Calls to boycott Egyptian fruit have spread through social media on Saturday, in an attempt to lower prices after dealers increased them in August.

One user posted, “Let the fruits rot [at the dealers’ shops]”, taunted dealers to “eat or throw them in the garbage”, and asked them to heed the calls nationwide until costs returned to normal.


Soad, a man of 40, walked by a fruit stall in Hemphers Street of Bulaq Dakror, Giza.

Upon seeing the prices, Soad whispered to one of the dealers, Abdel Atty, “do you have any grapes cheaper than what you’re offering?”

“No,” the dealer replied, insisting that at LE7 per kilo, the unclustered grapes were cheap enough that buyers were already competing over them.

Another fruit dealer, Ahmed Abdel Dayem, firmly disagreed, believing that fruit prices had indeed risen to risky levels.

“We are suffering a recession after Eid al-Adha,” Ahmed claimed, and added that the coming days would be difficult on consumers and dealers alike.

“The consumer accuses us of raising fruit prices, although we are just one ring [of sale] among others.
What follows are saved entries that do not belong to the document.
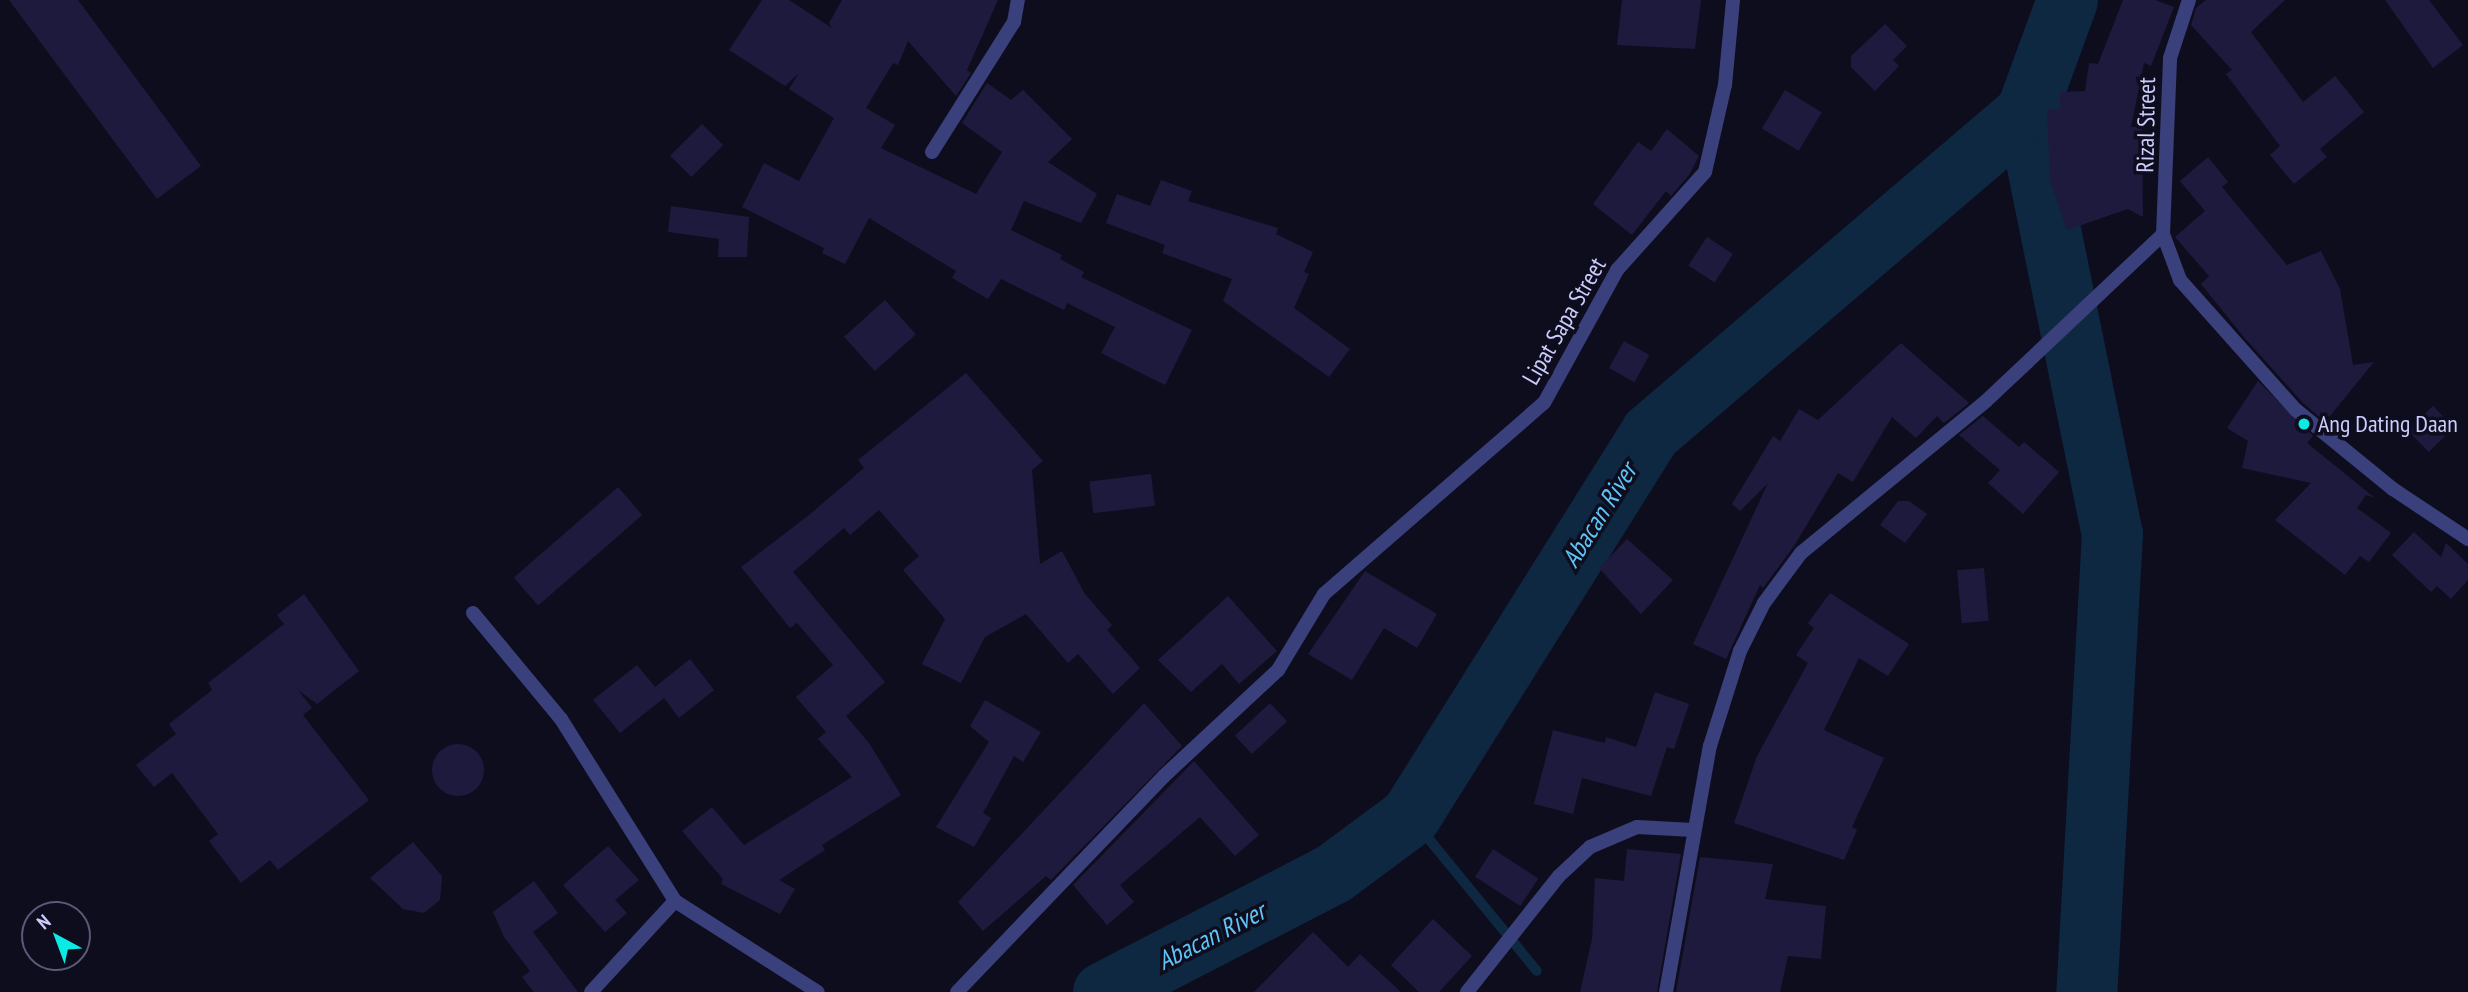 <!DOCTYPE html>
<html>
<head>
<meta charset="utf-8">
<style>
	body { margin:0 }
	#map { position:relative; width:2468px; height:992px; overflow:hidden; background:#0e0d1e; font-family:"PT Sans Narrow",sans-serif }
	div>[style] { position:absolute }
	.stream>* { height:10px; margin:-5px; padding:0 5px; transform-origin:5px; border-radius:5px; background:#0e2841 }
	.river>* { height:61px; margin:-30.5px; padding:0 30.5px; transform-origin:30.5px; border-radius:30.5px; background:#0e2841 }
	.building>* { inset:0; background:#1d1a3e; transform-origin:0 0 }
	.round { border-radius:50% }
	.street>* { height:14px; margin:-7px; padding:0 7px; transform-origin:7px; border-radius:7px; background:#3a407b }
	.dots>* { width:19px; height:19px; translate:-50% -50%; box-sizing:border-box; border:4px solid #0e0d1e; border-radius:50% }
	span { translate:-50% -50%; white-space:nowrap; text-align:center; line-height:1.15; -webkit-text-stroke:7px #0e0d1e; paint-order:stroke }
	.street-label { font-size:24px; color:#cccdfd }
	.poi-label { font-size:24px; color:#cccdfd }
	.left { translate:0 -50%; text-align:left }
	.water-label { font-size:26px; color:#5fc4f8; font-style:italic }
	.north { position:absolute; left:21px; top:901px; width:70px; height:70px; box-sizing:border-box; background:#0e0d1e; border:2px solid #5a5a77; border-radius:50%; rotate:319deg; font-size:19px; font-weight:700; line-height:28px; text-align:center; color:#cccdfd }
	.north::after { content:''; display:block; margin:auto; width:24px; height:32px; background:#0beae5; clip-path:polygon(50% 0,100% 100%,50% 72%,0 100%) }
</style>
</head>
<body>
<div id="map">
	<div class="stream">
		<i style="left:1410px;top:816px;width:200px;rotate:50.7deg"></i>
	</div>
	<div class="river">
		<i style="left:2026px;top:112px;width:430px;rotate:78.5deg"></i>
		<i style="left:2112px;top:533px;width:460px;rotate:93.2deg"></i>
		<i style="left:1103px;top:992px;width:258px;rotate:-27.3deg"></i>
		<i style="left:1332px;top:874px;width:97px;rotate:-36.6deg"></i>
		<i style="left:1410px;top:816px;width:452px;rotate:-57.9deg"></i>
		<i style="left:1650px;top:433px;width:494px;rotate:-40.5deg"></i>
		<i style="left:2026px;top:112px;width:119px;rotate:-69.9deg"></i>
	</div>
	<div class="building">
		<i style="clip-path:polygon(9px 0,78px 0,201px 166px,157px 199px)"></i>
		<i style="clip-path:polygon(762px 0,789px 0,832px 28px,829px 23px,842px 0,998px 0,967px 70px,971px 73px,956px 96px,908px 41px,898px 65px,893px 63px,866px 108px,895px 125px,881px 148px,976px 194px,1002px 152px,962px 123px,987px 83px,1011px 100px,1023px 90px,1072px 139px,1048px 162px,1097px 194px,1081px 223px,1024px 201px,1011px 230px,1062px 255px,1060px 259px,1084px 272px,1081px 277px,1192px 330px,1165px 385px,1101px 353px,1115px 327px,1067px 303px,1064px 310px,1001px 279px,988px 299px,952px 278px,956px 271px,869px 218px,845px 264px,822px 253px,824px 248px,742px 207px,764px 163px,799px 181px,834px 118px,789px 89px,799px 73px,785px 86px,729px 50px)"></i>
		<i style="clip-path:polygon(1622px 0,1701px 0,1695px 49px,1617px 45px)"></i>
		<i style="clip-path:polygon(2123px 0,2155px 0,2174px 7px,2151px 66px,2144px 63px,2131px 127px,2142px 127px,2143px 217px,2128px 209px,2067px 230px,2050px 181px,2047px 110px,2060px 109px,2060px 92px,2085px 91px,2089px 63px,2098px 64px)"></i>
		<i style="clip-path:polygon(2206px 0,2285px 0,2251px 32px,2303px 102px,2335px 76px,2364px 112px,2320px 149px,2327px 157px,2294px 184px,2270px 155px,2280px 146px,2226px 74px,2232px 70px,2191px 25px,2196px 8px)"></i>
		<i style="clip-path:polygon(2385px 0,2429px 0,2463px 45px,2433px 68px)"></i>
		<i style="clip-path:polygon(1885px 24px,1907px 46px,1893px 60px,1899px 66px,1875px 91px,1851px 67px,1851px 56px)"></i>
		<i style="left:1785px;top:90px;width:43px;height:45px;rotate:31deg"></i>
		<i style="left:702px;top:124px;width:30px;height:45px;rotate:45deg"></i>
		<i style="clip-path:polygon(1667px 129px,1699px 156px,1689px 175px,1671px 196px,1666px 191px,1632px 235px,1593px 204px,1638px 142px,1651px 151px)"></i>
		<i style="clip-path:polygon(2208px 157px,2228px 182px,2222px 187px,2287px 265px,2321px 251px,2340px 289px,2353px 365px,2374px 362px,2325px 422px,2303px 403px,2243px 336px,2201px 284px,2209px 276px,2175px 237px,2205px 211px,2180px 181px)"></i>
		<i style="clip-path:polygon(1161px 180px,1192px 191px,1188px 201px,1278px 228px,1276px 234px,1313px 252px,1304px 272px,1309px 274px,1294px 308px,1350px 349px,1329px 377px,1223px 301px,1232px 279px,1162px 253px,1165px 245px,1106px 223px,1117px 194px,1150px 206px)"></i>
		<i style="clip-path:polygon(671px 206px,749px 217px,747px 257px,718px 257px,719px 239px,668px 232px)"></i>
		<i style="left:1707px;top:237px;width:31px;height:34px;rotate:33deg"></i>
		<i style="left:885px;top:300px;width:46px;height:55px;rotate:48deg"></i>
		<i style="left:1624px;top:341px;width:29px;height:31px;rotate:29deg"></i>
		<i style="clip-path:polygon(1901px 343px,1969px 403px,1944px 423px,1937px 416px,1916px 438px,1892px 417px,1853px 482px,1838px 473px,1794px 546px,1763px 588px,1760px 585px,1726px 659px,1693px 644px,1768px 483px,1740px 511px,1732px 504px,1773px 436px,1780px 441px,1799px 409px,1818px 420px)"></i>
		<i style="clip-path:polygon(966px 373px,1043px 461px,1032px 470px,1040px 564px,1062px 551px,1085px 594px,1112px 625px,1107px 630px,1140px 668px,1113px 694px,1078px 654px,1068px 663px,1026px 614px,985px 637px,961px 683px,922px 664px,945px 619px,903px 570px,919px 556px,879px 510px,850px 535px,844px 528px,793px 572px,885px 682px,846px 716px,869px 743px,901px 795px,822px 845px,825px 850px,779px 880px,795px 889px,780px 914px,721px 884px,723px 879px,682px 831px,712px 807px,744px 845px,852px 777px,818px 739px,826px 732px,796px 697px,833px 665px,797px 623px,790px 628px,741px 567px,809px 515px,864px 468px,858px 460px)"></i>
		<i style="clip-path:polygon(2258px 381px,2313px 436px,2307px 443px,2375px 498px,2366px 495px,2357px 508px,2391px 533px,2369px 562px,2360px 556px,2345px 575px,2275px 520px,2311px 483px,2242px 468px,2248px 441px,2227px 428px)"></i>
		<i style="left:2433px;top:406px;width:30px;height:35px;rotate:46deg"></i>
		<i style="clip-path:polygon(1983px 416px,2019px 447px,2024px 442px,2059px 472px,2023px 514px,1988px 483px,2000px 470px,1959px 435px)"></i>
		<i style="left:1151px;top:474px;width:32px;height:62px;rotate:83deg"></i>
		<i style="left:618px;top:487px;width:37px;height:138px;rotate:49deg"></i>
		<i style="clip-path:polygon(1898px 501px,1909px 501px,1927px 514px,1905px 543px,1880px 525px)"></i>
		<i style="clip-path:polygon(2414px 532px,2441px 557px,2446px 543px,2468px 564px,2468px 580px,2451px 599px,2437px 586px,2431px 592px,2392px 555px)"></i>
		<i style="clip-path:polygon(1627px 539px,1673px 580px,1641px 614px,1599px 568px)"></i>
		<i style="left:1984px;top:568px;width:53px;height:27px;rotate:85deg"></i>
		<i style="clip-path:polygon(1365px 571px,1437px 614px,1417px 648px,1384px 628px,1352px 680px,1308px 654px)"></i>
		<i style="clip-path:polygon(1830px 593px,1909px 644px,1888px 676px,1859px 658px,1824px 730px,1884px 758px,1852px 827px,1857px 830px,1844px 860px,1734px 823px,1757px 756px,1808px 663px,1796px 655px,1814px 628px,1808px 623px)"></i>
		<i style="clip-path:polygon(304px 594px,359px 671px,317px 704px,298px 690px,312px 708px,303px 715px,369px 800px,278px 870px,270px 860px,241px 883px,209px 841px,218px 834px,172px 773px,154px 787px,136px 765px,176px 734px,169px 724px,212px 690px,208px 683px,284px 624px,277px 615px)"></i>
		<i style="clip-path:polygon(1228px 596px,1277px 651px,1239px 684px,1222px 664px,1191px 692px,1158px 660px)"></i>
		<i style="clip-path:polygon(690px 659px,714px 690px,679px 718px,664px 698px,620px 733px,593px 700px,637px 665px,660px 693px,655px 687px)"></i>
		<i style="clip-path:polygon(1655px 692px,1689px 704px,1674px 749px,1667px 747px,1651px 796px,1582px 778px,1573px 814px,1534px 804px,1553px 730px,1605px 743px,1606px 737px,1636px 747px)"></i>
		<i style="clip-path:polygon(985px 700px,1041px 732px,1023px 762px,1014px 756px,983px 813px,991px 818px,974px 847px,936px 827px,989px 742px,970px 726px)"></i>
		<i style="clip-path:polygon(1144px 703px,1182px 746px,1051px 880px,1046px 876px,983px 931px,958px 902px)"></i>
		<i style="left:1270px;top:703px;width:25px;height:48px;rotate:47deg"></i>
		<i class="round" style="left:432px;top:744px;width:52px;height:52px"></i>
		<i style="clip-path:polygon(1194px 761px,1259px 835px,1235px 856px,1200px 817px,1120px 885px,1134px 902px,1107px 925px,1073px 885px)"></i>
		<i style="clip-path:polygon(413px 842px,442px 876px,440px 900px,424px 913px,403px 909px,370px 878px)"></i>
		<i style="clip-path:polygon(608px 846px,639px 880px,615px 900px,627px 913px,605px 932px,563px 885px)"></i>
		<i style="left:1493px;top:849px;width:54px;height:33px;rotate:33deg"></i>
		<i style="clip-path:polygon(1627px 849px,1681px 854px,1657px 992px,1580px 992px,1592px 939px,1595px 878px,1624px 881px)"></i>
		<i style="clip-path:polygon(1700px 857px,1773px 864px,1765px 899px,1826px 906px,1821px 959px,1788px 956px,1780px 992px,1676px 992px)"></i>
		<i style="clip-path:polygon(534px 881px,558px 913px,533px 932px,578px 992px,534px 992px,522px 977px,530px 971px,504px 937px,493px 912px)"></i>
		<i style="clip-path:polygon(1433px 919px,1472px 956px,1439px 992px,1419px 992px,1391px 965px)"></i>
		<i style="clip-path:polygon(1313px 932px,1348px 967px,1360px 954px,1401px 992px,1254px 992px)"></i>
	</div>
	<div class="street">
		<i style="left:932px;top:152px;width:154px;rotate:-57.8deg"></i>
		<i style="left:1014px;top:22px;width:22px;rotate:-80deg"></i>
		<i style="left:2163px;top:234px;width:49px;rotate:69.7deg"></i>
		<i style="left:2180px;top:280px;width:174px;rotate:48.3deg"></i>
		<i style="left:2296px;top:410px;width:125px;rotate:39.2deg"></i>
		<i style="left:2393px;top:489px;width:90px;rotate:33.7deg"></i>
		<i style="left:473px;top:613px;width:138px;rotate:50.3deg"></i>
		<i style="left:561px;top:719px;width:215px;rotate:57.9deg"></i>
		<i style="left:675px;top:901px;width:169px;rotate:32.5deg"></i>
		<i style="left:591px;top:992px;width:124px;rotate:-47.3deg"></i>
		<i style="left:957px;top:992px;width:299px;rotate:-46.2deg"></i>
		<i style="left:1164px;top:776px;width:156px;rotate:-42.9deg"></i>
		<i style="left:1278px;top:670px;width:89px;rotate:-58.8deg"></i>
		<i style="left:1324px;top:594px;width:291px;rotate:-41deg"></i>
		<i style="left:1544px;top:403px;width:152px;rotate:-61.2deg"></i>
		<i style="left:1617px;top:270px;width:132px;rotate:-48.1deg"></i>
		<i style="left:1705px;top:172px;width:89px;rotate:-77.1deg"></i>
		<i style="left:1725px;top:85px;width:85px;rotate:-84.6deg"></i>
		<i style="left:1467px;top:992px;width:148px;rotate:-51.6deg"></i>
		<i style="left:1559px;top:876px;width:42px;rotate:-43.1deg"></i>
		<i style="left:1590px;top:847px;width:51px;rotate:-23.1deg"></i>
		<i style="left:1637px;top:827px;width:56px;rotate:3.1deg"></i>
		<i style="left:1666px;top:992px;width:250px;rotate:-79.9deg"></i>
		<i style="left:1710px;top:746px;width:100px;rotate:-72.5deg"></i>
		<i style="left:1740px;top:651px;width:54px;rotate:-63.4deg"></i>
		<i style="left:1764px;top:603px;width:62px;rotate:-53.5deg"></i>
		<i style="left:1801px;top:553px;width:239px;rotate:-39.4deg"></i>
		<i style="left:1986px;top:401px;width:243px;rotate:-43.3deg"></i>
		<i style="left:2163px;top:234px;width:176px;rotate:-87.7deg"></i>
		<i style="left:2170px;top:58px;width:61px;rotate:-71.9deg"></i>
	</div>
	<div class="dots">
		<i style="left:2304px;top:424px;background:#0beae5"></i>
	</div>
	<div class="street-label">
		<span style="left:2146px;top:125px;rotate:-89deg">Rizal Street</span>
		<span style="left:1564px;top:321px;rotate:-60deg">Lipat Sapa Street</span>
	</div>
	<div class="poi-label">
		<span class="left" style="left:2318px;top:424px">Ang Dating Daan</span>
	</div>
	<div class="water-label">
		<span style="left:1599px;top:515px;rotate:-58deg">Abacan River</span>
		<span style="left:1211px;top:936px;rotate:-27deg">Abacan River</span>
	</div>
	<div class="north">N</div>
</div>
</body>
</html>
There is the farmer who plants the vegetables, the wholesaler who controls market prices, and the lorry driver who transports them to us.”

Meanwhile, Ahraf Yassen, a third dealer, did not expect the boycott campaign to succeed, as nobody could dispense fruits.

The boycott was launched by citizens of South Sinai Governorate, after one kilo of clustered grapes, mango, Apple and guava rose to the prices of LE25, LE50, LE35 and LE20, respectively.


Edited translation from Al-Masry Al-Youm.